Enfin, c’est une opinion.

Publié: septembre 24, 2010 dans Insertion/missions locales

La citation du jour.

« Les identités sont des sources de sens pour les acteurs eux-mêmes et par eux-mêmes, elles sont construites par « personnalisation ». Même si elles peuvent provenir des institutions dominantes, elles ne deviennent des identités que lorsque (et si) des acteurs sociaux les intériorisent et construisent leur propre sens autour de cette intériorisation. » Manuel Castells, Le pouvoir de l’identité. L’ère de l’information (vol. 2, 1999, Fayard, p. 17).

Opiniâtre opinion : pour Parcours 3.

Une contribution de Pierre faisant suite à celle de François, «  Sentinelle » dans l’article « Un jour… parmi d’autres ». Attention ! Comme d’habitude, c’est le style de Pierre aussi inimitable que, sans aucune condescendance, parfois difficile à suivre en ouvrant le tiroir du tiroir du tiroir du buffet gigogne… Ceci étant dit, c’est démonstratif et convainquant.

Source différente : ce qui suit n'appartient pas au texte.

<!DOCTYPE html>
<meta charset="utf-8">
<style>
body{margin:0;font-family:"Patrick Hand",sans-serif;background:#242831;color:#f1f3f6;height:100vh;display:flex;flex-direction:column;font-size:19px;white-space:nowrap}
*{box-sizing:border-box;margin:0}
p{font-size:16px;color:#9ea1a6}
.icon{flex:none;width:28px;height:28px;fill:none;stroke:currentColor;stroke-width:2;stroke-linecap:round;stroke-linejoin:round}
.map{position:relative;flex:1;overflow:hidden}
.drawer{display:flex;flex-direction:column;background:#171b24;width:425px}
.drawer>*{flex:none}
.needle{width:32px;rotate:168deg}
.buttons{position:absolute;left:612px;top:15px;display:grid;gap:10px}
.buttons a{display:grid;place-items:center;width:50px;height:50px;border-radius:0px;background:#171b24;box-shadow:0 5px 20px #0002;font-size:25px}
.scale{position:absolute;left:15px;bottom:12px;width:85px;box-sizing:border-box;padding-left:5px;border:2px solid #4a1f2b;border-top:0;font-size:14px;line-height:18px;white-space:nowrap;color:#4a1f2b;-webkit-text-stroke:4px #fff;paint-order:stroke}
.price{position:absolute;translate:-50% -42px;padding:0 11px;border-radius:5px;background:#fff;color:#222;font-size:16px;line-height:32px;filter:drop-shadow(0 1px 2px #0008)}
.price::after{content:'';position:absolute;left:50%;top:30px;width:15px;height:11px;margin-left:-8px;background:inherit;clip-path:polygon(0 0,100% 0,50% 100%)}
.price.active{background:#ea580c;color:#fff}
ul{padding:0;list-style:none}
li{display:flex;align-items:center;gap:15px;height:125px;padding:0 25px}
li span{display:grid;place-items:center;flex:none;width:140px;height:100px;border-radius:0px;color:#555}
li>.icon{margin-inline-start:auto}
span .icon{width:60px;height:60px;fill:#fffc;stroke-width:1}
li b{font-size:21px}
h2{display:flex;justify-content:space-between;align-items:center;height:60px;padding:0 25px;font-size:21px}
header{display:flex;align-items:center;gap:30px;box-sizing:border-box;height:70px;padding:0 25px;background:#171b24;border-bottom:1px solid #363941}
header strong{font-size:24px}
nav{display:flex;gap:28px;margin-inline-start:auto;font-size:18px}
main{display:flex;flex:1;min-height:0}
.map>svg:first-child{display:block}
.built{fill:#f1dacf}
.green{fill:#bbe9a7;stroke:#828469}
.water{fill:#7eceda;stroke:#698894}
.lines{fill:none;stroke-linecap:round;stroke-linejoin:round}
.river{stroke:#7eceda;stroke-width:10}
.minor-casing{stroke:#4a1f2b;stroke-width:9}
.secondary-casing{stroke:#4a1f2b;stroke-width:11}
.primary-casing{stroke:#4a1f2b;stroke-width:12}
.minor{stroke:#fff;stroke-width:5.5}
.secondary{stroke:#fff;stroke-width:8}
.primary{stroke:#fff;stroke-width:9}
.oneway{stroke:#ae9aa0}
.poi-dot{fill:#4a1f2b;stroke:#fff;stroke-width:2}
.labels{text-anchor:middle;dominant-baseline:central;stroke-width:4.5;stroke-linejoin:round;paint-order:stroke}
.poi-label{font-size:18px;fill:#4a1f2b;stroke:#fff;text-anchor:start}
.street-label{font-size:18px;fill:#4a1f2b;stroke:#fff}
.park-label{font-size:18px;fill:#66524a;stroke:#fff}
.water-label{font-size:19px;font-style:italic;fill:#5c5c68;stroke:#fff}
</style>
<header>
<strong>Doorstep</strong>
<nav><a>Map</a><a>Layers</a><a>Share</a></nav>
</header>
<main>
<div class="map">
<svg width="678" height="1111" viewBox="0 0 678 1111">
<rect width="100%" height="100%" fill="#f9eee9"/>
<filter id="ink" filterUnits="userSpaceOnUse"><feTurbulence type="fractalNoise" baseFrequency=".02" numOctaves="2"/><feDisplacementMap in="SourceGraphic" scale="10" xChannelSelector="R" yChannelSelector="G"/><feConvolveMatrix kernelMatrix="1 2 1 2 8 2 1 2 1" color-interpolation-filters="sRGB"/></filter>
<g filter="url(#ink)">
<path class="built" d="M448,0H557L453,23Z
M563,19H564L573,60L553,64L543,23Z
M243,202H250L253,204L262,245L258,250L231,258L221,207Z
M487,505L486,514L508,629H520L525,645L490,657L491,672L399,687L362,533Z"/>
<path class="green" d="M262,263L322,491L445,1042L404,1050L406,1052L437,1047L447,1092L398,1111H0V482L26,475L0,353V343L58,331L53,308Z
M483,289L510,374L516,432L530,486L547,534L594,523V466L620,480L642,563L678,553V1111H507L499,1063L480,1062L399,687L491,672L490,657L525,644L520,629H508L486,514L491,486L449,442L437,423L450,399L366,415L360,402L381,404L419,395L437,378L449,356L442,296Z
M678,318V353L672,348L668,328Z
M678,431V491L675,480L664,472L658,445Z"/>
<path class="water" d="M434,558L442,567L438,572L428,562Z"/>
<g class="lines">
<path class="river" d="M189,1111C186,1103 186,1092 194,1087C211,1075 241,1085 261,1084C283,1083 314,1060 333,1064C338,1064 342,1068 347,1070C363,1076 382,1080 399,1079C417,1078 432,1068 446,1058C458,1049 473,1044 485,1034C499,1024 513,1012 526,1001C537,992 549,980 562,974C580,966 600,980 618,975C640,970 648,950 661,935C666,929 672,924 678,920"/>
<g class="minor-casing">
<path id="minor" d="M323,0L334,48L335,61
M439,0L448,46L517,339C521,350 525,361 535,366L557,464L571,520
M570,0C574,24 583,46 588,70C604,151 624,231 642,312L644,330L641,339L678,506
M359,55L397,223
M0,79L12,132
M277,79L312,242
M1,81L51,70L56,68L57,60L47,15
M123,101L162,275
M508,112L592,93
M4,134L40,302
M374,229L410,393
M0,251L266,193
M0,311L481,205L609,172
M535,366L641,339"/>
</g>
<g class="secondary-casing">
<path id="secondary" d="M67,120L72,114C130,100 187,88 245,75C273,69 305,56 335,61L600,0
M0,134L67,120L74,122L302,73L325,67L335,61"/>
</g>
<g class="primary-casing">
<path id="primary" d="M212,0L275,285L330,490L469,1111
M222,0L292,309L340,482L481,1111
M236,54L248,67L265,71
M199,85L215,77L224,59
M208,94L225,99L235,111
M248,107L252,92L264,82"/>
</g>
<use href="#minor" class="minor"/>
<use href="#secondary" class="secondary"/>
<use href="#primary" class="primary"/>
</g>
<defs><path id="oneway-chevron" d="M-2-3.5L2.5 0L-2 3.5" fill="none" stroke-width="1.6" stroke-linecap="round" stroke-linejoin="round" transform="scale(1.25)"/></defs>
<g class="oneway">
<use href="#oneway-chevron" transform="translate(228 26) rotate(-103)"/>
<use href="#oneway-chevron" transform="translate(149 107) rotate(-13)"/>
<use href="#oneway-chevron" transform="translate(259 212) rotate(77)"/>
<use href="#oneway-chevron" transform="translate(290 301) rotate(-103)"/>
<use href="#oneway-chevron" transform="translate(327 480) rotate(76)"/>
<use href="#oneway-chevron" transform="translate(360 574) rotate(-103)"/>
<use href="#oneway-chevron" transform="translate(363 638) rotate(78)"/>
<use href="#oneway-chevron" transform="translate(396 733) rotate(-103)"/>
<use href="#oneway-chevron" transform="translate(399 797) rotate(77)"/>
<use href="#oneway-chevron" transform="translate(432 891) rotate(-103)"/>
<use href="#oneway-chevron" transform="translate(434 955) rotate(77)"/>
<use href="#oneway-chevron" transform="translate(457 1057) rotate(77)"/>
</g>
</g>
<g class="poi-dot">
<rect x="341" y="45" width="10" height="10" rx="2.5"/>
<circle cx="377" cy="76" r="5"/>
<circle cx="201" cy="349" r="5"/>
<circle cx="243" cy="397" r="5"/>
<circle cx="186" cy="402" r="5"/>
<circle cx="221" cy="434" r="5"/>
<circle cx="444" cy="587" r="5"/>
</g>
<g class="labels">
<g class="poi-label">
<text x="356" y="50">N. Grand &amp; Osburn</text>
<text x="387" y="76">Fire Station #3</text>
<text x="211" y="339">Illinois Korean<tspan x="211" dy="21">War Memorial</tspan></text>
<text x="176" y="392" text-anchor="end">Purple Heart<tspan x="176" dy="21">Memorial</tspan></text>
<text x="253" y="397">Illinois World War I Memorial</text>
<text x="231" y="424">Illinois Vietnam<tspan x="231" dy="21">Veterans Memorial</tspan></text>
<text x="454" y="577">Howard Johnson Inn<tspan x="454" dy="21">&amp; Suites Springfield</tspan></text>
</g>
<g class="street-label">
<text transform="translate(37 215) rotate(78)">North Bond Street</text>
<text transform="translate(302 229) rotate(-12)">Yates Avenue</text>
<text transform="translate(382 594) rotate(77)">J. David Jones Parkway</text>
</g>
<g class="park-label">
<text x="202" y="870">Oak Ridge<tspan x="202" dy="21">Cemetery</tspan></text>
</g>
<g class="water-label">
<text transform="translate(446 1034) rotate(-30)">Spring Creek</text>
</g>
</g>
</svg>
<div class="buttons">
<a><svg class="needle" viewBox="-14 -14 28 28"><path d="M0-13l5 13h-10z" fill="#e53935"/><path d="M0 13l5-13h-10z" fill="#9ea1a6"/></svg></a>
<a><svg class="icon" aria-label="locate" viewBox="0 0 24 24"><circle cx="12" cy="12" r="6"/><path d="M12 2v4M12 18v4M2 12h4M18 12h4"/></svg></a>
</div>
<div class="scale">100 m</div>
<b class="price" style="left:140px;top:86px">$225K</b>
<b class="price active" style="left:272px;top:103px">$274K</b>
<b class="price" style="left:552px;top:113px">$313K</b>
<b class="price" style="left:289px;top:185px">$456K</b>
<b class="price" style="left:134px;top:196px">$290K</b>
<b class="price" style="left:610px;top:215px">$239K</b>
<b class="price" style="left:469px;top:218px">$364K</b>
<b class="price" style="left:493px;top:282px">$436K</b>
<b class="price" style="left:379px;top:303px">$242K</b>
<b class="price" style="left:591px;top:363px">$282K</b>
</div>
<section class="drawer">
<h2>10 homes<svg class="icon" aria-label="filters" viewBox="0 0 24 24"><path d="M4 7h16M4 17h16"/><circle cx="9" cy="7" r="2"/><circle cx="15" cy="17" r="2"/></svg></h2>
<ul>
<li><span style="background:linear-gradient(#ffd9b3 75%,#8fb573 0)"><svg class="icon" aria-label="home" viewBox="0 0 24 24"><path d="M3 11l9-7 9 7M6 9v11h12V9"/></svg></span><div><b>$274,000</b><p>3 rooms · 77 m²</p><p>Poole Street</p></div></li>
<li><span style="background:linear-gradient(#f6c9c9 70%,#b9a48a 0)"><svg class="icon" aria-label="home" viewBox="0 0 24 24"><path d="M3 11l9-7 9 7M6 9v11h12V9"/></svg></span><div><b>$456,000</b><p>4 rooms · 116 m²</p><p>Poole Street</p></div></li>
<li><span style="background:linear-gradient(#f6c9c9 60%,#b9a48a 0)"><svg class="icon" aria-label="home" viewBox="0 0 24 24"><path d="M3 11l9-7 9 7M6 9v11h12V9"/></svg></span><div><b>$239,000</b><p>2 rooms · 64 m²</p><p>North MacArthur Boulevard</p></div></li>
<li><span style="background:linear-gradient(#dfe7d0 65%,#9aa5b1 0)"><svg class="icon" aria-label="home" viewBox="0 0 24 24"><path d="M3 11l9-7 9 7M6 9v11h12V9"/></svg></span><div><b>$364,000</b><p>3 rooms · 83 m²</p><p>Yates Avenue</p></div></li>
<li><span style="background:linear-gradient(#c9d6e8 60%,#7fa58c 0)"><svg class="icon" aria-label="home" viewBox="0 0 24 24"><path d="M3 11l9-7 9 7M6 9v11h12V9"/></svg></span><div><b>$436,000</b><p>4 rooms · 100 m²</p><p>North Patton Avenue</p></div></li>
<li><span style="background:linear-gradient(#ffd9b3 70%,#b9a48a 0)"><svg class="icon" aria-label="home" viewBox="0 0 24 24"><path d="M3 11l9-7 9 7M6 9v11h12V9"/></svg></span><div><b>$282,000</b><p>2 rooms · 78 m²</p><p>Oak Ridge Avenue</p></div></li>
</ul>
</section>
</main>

Enfin, c’est une opinion.

Pierre. « Des parcours sans Parcours et des insertions sans connexion. »

Comme c’est facile, je vais me laisser tenter par Esope et dire que P 3 est « la meilleure et la pire des choses ». Oui, je sais comparer P3 à une langue reste osé, mais on parle bien de langage informatique.

Alors comme ça et pour François, « S’il y a bien un outil florissant qui ne sert ni à évaluer les parcours des jeunes, ni d’aide à la décision pour les conseillers, ni de performance dans les pratiques d’accompagnement, c’est bien le logiciel phare des Misions Locales « Parcours ». C’est un outil de gestion qui ne sert qu’à justifier des crédits alloués au regard des flux de jeunes accueillis. » ! La messe est dite et, donc, mon serment et le style qu’il faut parfois suivre, comme le dirait de manière quelque peu condescendante le propriétaire des lieux, ne vont certainement servir qu’à m’auto-persuader du bienfondé d’un tel outil et peuvent être ramenés dans le pré quelques utilisateurs égarés.

Trois exemples et un enterrement.

Once upon a time in the South : 3 parcours de jeunes, Pierre, Paul et Marc, accompagnés par une ML. Le premier écrit aux plus hautes sphères de l’Etat pour se plaindre du manque de professionnalisme de l’équipe de la ML qui « ne fait rien pour lui ». Et, de Matignon au sous préfet d’arrondissement en passant par notre ministre de tutelle et le député maire de la circonscription, il nous est demandé de détailler les actions que nous avons mises en place pour amener ce jeune à une « insertion durable ». Cliquez n’est pas jouer : en quatre ans d’accompagnement, 71 actualités (contacts avec le jeune par courrier par téléphone ou de visu), 33 entretiens et 18 mises en relations vers une solution d’insertion (formation, contrat en alternance, contrat aidé). Je laisse au lecteur cauteleux le classement de ce cas dans les trois catégories de François : évaluer les parcours des jeunes, aider à la décision pour les conseillers, performer dans les pratiques d’accompagnement…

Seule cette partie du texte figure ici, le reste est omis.